Our Valleys, Our Future has been developed around 3 key priorities:
- good-quality jobs and the skills to do them
- better public services
- the local community
It is the taskforce’s ambition that by 2021 the employment gap between the South Wales Valleys and the rest of Wales will have been closed. This will be achieved by helping an additional 7,000 people into work and creating thousands of new, fair, secure and sustainable jobs in the Valleys.
Our Valleys, Our Future sets out a range of actions to achieve this goal, including creating six new strategic sites in specific areas across the Valleys where we will look to focus spending to provide opportunities for the private sector to invest and create new jobs. The taskforce will work with local communities and local authorities to develop these hubs further to ensure their focus reflects the opportunities in each area.
The 6 sites are:
- Pontypridd/Treforest, focusing on residential, office , industrial and retail development
- Caerphilly/Ystrad Mynach, focusing on residential, office and industrial development
- Cwmbran, focusing on office, industrial and residential development
- Merthyr Tydfil, focusing on office, industrial and residential development
- Neath, focusing on industrial, residential, digital and energy development
- Ebbw Vale, focusing on a new automotive business park
We will also be looking to ensure more public sector jobs are relocated into the South Wales Valleys, including at the 6 strategic sites, where appropriate.
Over the course of the many public meetings and conversations held with people living and working in the Valleys, people told us that public services are not as joined-up as they could be.
Our Valleys, Our Future outlines work underway in 3 Valleys communities to identify barriers that prevent community action from reaching its full potential. The learning from these pathfinder projects in Llanhilleth, Ferndale and Glynneath and Banwen will help to drive change within Welsh Government and across local services.
The taskforce heard a wide range of opinions about the Valleys themselves, including about the natural beauty of the landscape but also concerns about accessibility. The plan includes a commitment to explore the development of a Valleys Landscape Park, which will support local communities to work with the public, private and third sectors to make the most of their area’s natural resources and heritage.

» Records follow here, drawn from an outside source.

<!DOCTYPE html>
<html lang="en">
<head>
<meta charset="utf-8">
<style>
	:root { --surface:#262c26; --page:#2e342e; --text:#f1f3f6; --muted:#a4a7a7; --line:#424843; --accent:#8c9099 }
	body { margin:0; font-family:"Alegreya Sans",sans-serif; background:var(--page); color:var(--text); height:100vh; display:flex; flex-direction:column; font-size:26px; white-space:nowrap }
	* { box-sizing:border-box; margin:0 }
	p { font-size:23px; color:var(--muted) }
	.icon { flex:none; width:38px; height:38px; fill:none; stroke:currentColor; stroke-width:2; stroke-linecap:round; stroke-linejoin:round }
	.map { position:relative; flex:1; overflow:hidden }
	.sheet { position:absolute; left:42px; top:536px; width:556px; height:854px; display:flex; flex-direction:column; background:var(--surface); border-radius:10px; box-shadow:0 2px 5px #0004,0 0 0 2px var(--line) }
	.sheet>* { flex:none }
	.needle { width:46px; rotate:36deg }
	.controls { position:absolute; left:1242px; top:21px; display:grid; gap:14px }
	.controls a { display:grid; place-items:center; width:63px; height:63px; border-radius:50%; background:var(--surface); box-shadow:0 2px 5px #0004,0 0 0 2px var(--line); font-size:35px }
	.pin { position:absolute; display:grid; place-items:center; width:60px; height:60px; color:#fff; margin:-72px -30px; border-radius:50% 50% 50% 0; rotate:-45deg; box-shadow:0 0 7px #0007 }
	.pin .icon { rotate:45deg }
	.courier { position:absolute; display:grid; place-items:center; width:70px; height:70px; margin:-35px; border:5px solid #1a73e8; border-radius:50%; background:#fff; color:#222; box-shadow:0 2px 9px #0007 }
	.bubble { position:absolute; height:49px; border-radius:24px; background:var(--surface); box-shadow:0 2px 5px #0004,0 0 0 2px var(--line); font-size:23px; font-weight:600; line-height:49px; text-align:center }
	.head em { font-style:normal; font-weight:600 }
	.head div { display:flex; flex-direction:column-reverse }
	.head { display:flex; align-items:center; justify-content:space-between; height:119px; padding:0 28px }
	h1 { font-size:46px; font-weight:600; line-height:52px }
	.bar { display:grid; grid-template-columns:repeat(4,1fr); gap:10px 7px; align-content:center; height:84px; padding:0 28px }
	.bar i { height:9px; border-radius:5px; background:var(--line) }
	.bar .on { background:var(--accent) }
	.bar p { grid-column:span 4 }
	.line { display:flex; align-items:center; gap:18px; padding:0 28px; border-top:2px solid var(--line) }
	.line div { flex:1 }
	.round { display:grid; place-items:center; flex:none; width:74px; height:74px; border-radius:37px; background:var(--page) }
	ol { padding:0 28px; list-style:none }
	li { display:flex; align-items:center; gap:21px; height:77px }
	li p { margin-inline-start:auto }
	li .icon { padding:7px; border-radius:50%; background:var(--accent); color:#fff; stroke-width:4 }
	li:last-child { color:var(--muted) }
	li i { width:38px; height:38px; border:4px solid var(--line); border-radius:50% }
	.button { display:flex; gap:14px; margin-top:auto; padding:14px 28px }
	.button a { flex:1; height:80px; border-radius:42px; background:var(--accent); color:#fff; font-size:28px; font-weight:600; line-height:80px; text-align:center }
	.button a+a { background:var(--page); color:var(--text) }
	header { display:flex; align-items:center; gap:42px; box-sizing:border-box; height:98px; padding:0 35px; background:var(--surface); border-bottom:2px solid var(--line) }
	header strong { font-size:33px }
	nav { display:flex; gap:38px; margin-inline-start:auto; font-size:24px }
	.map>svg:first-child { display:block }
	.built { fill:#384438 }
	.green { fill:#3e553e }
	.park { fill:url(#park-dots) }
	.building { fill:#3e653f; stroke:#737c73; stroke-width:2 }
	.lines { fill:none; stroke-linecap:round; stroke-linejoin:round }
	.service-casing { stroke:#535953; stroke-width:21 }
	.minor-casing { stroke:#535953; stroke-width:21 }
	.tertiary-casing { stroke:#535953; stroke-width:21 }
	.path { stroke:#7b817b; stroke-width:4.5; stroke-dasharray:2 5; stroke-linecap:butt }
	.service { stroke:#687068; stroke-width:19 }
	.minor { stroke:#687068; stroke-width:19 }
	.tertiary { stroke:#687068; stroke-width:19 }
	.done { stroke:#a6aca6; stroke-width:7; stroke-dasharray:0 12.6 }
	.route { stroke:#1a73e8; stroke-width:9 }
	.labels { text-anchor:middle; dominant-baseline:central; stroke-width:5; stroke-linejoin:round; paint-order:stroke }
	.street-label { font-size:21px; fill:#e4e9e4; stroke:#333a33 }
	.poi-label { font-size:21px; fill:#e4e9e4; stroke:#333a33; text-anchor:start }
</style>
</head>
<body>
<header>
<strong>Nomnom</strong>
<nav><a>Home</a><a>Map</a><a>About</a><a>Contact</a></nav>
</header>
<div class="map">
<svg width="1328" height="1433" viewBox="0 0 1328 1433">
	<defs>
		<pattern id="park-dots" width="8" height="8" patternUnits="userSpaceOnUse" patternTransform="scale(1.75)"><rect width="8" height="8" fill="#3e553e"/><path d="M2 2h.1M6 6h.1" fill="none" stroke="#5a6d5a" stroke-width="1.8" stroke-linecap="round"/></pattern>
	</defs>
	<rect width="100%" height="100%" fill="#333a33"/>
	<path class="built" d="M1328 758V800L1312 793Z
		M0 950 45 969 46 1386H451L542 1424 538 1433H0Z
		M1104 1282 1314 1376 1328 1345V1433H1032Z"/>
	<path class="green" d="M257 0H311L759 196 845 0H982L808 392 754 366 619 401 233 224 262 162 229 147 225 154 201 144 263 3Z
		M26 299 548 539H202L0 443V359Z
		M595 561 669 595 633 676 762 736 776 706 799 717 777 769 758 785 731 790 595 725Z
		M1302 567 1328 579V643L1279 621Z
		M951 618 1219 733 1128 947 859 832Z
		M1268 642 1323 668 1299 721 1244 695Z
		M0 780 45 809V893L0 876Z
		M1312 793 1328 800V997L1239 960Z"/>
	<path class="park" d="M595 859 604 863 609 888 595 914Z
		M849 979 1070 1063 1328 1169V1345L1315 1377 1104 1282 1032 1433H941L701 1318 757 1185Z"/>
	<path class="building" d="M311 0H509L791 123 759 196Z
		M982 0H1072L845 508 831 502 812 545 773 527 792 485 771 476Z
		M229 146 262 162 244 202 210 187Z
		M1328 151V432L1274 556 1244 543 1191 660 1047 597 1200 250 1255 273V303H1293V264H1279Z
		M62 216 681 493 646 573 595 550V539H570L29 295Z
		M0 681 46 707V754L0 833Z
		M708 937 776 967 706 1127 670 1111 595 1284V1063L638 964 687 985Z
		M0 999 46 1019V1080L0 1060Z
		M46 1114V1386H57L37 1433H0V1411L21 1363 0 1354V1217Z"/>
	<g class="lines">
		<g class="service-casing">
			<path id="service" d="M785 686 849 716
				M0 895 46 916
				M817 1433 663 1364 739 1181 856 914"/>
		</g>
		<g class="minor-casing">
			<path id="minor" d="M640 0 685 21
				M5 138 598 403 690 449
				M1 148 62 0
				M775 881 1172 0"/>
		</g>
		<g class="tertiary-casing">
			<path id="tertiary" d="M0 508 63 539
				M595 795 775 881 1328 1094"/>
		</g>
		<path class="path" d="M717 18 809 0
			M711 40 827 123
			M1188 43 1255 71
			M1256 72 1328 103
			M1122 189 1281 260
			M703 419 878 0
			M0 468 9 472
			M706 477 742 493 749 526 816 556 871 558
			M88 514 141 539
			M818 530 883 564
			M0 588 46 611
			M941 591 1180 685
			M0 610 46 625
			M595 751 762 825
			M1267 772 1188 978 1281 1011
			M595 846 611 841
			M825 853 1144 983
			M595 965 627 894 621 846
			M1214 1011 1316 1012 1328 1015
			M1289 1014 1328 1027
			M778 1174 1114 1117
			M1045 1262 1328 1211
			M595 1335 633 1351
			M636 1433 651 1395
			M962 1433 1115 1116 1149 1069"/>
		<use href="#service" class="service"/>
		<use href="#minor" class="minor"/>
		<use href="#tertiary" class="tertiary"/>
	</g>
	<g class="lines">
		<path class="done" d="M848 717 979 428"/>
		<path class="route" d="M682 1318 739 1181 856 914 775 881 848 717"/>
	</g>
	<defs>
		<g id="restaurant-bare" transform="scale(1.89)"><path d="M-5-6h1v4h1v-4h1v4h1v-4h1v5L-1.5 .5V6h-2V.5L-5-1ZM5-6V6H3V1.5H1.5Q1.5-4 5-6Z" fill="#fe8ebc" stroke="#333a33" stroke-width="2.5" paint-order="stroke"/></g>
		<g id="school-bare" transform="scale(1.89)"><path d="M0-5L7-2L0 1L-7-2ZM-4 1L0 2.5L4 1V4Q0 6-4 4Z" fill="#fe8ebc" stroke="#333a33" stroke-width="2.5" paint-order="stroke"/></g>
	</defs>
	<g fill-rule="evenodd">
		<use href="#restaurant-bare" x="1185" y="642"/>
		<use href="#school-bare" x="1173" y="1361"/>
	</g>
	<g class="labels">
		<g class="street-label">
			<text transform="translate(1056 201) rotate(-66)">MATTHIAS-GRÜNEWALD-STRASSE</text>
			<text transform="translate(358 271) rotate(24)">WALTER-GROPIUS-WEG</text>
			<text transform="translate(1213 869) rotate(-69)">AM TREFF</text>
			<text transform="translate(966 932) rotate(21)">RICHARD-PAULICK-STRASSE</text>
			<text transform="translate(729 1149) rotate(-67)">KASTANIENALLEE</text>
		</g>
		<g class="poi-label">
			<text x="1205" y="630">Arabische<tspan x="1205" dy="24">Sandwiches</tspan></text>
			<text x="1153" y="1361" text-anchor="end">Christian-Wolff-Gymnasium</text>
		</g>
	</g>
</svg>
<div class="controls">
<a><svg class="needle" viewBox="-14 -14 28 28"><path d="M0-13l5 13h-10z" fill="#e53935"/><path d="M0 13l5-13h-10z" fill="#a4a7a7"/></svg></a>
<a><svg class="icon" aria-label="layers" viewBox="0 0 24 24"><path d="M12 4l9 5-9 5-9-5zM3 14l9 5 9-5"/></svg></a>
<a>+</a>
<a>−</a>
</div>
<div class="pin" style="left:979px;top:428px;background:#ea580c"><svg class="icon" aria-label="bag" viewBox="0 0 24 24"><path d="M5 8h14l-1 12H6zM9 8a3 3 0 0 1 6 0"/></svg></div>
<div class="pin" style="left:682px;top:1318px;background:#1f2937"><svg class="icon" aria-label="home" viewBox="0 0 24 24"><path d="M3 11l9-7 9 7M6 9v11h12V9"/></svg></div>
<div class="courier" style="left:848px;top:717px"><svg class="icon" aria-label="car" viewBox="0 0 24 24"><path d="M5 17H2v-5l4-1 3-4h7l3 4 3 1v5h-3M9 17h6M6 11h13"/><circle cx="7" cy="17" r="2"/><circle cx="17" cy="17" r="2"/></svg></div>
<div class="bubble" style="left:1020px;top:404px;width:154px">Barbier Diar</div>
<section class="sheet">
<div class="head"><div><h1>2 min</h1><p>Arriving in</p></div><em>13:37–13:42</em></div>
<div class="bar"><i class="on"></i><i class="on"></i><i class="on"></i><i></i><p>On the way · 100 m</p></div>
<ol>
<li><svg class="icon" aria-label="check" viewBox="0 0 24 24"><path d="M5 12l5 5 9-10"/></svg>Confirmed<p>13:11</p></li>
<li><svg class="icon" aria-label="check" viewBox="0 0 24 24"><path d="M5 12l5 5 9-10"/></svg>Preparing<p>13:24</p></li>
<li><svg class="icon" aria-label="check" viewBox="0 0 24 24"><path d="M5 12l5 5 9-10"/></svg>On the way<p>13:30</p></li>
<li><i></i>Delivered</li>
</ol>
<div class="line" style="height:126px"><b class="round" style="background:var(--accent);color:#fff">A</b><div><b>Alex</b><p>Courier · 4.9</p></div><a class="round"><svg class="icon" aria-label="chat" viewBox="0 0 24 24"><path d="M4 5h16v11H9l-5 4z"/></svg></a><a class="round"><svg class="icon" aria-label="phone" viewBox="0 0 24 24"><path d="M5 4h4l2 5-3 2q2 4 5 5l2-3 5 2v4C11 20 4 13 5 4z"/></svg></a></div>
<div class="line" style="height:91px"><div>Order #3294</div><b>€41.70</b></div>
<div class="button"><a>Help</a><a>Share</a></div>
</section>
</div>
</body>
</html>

The people living and working in each community know these areas best. We will therefore look to them to design and develop proposals which will meet their specific needs.
The establishment of the Ministerial Taskforce for the South Wales Valleys presents an exciting opportunity to focus efforts and resources across government to make real and lasting change. The next step is to turn these high-level priorities into specific actions.
The taskforce will work with people across the South Wales Valleys to develop a delivery plan, which will be published in the autumn.
I will update Members as the taskforce’s work progresses in the coming months.